The pioneering efforts of Tranche and now CCMS got a boost from rules at NIH and the leading role of the journal Molecular and Cellular Proteomics. They require all authors to deposit their raw data in an independently-managed public access repository at the time of publication. The MassIVE repository allows labs to meet that requirement. “The data that they deposit immediately adds to a growing body of knowledge and any remaining unidentified spectra may continuously be annotated by other people’s efforts,” adds Bandeira. “So six months later, a researcher may receive an email that says 10 percent more data has been annotated. You could go back and use the data for possible new projects.”
“Our vision is that every spectrum should only be identified once,” said Bandeira, “and then that knowledge should be seamlessly re-usable by everyone else.”
The MassIVE repository is just that: massive. It is already provisioned to store roughly ten times as much as the 25 Terabytes located in the outgoing Tranche repository. But Bandeira says the computer cluster located in the CSE building at UC San Diego will eventually have the capacity to store 700 TB of data.
CCMS is coming up on its fifth birthday in June 2013. “This first cycle allowed us to develop a proteomics platform for scalable, accessible and flexible – ProteoSAFe – computational mass spectrometry,” said Bandeira. “It allows us to run mass-spec algorithms on thousands of cores at the click of a button, and to allow access via a simple Web interface that is open to anyone. It already exists, and almost 3,000 users have already searched over a billion spectra on this platform.”

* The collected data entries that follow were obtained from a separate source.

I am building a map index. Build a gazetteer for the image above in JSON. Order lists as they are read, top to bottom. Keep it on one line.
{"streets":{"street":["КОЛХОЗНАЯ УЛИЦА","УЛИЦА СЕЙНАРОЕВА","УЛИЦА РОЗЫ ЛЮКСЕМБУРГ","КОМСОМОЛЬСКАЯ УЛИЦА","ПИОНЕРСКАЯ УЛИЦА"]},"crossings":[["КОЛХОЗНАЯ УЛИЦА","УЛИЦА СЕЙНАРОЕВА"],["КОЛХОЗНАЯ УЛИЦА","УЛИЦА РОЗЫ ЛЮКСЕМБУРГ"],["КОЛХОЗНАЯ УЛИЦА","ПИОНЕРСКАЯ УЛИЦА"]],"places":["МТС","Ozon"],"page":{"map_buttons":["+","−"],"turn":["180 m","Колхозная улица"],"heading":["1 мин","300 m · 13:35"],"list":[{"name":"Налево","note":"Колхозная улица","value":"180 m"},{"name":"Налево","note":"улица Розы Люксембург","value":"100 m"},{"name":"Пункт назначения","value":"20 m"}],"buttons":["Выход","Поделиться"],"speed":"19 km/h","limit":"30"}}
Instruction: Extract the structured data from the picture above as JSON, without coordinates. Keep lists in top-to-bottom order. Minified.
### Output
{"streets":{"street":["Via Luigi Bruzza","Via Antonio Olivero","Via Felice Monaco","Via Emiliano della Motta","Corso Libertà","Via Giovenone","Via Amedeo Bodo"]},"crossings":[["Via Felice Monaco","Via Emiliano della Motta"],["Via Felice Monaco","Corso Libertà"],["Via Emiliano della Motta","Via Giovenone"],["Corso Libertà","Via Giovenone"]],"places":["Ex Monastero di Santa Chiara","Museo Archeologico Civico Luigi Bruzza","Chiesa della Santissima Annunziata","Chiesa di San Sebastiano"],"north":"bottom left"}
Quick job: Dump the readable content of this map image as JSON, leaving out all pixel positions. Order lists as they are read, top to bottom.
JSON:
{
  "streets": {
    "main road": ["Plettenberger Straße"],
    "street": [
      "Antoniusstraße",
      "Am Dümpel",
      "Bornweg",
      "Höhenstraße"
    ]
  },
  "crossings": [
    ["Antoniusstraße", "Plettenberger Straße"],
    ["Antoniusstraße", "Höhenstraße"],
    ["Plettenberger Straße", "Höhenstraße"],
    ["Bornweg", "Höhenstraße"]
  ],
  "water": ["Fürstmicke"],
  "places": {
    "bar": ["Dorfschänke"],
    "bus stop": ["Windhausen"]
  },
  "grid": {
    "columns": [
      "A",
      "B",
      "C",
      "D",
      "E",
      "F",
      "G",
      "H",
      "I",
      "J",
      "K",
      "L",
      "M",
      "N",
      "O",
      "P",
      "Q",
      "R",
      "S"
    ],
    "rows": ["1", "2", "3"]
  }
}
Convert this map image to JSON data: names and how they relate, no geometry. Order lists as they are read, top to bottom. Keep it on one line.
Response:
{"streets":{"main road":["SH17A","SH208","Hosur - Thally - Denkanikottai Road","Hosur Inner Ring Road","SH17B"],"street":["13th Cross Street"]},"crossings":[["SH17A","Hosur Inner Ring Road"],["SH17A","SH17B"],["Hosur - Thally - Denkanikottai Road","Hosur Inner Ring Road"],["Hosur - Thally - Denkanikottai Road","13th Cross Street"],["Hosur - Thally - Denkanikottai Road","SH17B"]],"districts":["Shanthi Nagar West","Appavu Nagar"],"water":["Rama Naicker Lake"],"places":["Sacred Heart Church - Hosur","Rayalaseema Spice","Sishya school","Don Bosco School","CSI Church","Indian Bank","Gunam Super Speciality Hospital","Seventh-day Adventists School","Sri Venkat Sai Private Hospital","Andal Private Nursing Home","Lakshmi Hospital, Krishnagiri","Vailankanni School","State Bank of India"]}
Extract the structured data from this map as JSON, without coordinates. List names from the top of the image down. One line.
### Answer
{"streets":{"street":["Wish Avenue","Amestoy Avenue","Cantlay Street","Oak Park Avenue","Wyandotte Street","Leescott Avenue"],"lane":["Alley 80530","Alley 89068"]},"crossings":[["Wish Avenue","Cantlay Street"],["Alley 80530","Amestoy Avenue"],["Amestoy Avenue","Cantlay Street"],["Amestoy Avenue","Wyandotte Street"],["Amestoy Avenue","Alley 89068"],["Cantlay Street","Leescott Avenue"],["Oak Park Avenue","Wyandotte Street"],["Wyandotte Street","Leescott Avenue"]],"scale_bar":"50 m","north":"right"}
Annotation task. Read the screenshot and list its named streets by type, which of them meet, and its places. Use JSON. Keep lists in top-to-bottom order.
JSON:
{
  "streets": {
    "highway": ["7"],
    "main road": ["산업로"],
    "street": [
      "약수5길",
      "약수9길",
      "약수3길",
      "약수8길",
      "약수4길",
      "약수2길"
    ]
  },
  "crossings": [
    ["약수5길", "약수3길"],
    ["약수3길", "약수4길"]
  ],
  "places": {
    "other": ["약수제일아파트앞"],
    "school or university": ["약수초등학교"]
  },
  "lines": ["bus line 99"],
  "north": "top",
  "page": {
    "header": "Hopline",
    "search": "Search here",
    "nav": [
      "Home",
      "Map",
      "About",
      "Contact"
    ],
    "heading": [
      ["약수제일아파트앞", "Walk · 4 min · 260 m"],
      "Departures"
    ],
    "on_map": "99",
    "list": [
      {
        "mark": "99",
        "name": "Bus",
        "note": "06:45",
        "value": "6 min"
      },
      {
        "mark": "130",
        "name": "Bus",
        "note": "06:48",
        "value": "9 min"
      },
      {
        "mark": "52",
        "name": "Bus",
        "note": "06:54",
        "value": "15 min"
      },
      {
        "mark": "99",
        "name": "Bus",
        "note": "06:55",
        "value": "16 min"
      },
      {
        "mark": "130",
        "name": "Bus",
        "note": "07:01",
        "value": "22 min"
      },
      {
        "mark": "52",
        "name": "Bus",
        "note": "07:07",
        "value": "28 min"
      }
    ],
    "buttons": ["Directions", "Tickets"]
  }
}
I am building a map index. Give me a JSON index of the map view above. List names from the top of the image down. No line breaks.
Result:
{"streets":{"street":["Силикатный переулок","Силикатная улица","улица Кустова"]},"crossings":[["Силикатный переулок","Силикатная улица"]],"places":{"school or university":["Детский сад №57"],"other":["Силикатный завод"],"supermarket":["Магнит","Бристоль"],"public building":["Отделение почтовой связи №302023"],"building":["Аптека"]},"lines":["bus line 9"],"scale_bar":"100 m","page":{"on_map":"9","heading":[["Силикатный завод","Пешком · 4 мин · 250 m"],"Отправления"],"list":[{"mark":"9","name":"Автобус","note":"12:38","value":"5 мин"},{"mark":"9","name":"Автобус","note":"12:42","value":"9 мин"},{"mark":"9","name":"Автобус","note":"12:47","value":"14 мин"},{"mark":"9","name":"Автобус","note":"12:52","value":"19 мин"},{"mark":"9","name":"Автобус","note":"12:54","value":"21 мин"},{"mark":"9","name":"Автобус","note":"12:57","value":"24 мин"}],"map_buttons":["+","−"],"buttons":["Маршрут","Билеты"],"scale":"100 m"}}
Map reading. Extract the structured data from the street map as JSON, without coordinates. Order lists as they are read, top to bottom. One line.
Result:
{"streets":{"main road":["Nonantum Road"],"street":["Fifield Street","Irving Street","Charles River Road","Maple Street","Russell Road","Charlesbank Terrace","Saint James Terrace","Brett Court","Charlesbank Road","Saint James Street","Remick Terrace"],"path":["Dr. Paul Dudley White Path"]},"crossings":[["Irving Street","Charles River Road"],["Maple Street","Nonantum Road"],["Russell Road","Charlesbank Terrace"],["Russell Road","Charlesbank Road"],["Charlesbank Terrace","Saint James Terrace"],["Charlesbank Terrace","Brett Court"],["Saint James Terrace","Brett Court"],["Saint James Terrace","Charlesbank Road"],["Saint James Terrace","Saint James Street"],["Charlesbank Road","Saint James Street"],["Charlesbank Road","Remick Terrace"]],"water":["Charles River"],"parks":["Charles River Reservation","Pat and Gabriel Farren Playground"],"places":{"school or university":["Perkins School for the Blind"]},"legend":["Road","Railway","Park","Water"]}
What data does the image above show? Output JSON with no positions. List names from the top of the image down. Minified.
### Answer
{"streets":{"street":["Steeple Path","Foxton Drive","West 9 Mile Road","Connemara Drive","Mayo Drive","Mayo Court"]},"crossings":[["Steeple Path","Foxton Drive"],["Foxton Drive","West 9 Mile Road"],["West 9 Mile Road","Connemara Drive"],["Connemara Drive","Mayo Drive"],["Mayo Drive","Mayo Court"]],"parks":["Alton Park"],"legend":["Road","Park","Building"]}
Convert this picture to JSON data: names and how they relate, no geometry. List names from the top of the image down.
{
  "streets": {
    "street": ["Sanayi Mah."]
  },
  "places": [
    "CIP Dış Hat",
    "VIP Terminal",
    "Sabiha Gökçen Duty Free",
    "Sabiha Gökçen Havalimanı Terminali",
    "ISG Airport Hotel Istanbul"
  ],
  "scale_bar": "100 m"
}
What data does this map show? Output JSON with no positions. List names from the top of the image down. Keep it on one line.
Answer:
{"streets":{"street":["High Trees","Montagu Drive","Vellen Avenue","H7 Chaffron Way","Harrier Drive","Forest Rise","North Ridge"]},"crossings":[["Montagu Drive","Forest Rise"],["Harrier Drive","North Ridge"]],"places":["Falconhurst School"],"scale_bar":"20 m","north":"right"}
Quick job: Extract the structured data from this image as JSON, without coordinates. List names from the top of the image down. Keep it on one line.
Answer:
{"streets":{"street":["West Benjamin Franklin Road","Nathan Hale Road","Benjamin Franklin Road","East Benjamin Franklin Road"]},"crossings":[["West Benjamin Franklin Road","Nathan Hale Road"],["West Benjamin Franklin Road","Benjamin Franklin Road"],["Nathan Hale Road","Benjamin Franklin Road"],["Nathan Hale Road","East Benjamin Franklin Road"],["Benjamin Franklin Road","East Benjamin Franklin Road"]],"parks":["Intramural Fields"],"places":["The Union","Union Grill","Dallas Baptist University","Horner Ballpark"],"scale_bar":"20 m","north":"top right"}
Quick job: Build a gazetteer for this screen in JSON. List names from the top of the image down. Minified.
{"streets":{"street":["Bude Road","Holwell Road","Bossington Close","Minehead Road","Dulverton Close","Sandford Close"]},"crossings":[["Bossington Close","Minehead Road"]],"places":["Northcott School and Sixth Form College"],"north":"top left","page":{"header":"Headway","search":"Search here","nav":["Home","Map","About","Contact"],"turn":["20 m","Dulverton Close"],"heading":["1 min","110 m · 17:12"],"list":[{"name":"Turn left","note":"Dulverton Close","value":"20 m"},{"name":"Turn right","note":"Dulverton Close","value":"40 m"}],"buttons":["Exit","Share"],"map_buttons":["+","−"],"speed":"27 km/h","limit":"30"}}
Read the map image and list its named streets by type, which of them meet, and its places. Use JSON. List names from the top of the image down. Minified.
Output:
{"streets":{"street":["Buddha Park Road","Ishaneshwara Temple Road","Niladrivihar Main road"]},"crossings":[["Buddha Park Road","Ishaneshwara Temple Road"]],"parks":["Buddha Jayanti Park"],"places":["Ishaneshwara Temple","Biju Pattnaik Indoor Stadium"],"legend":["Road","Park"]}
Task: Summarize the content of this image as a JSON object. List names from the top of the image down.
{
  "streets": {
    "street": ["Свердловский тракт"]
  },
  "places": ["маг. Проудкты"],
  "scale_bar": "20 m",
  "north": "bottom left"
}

Indeed, the CCMS cluster runs practically non-stop, and has already run six times more jobs than the San Diego Supercomputer Center’s Triton Resource. Noted Bandeira: “We have 1,150 cores, and we have clear spikes when new algorithms are released.”
One of the most exciting applications of mass spectrometry, argues Bandeira, is in the discovery of drugs and therapeutic compounds – a primary reason for his faculty appointment in the Skaggs School. “Together with Pieter Dorrestein at UCSD, we published two papers last year in the Proceedings of the National Academy of Sciences, where we showed that spectral networks can be used for antibiotic discovery for natural products and, for the first time ever, that they enable mass-spectrometry analysis of living organisms in microbial colonies – in real time.”
The technology effectively allows a researcher to put two microbial species next to each other and then to “listen in” on the “conversation” as they fight each other with molecules. Changing secretions occur if the microbe is threatened by an invading species. “So we learn what ’weapons’ they use for fighting each other,” concluded Bandeira. “Those could be interesting precursors to possible antibiotics.”
The Alfred P. Sloan Research Fellowships seek to stimulate fundamental research by early-career scientists and scholars of outstanding promise. The two-year fellowships are awarded yearly to researchers in recognition of distinguished performance and a unique potential to make substantial contributions to their respective fields.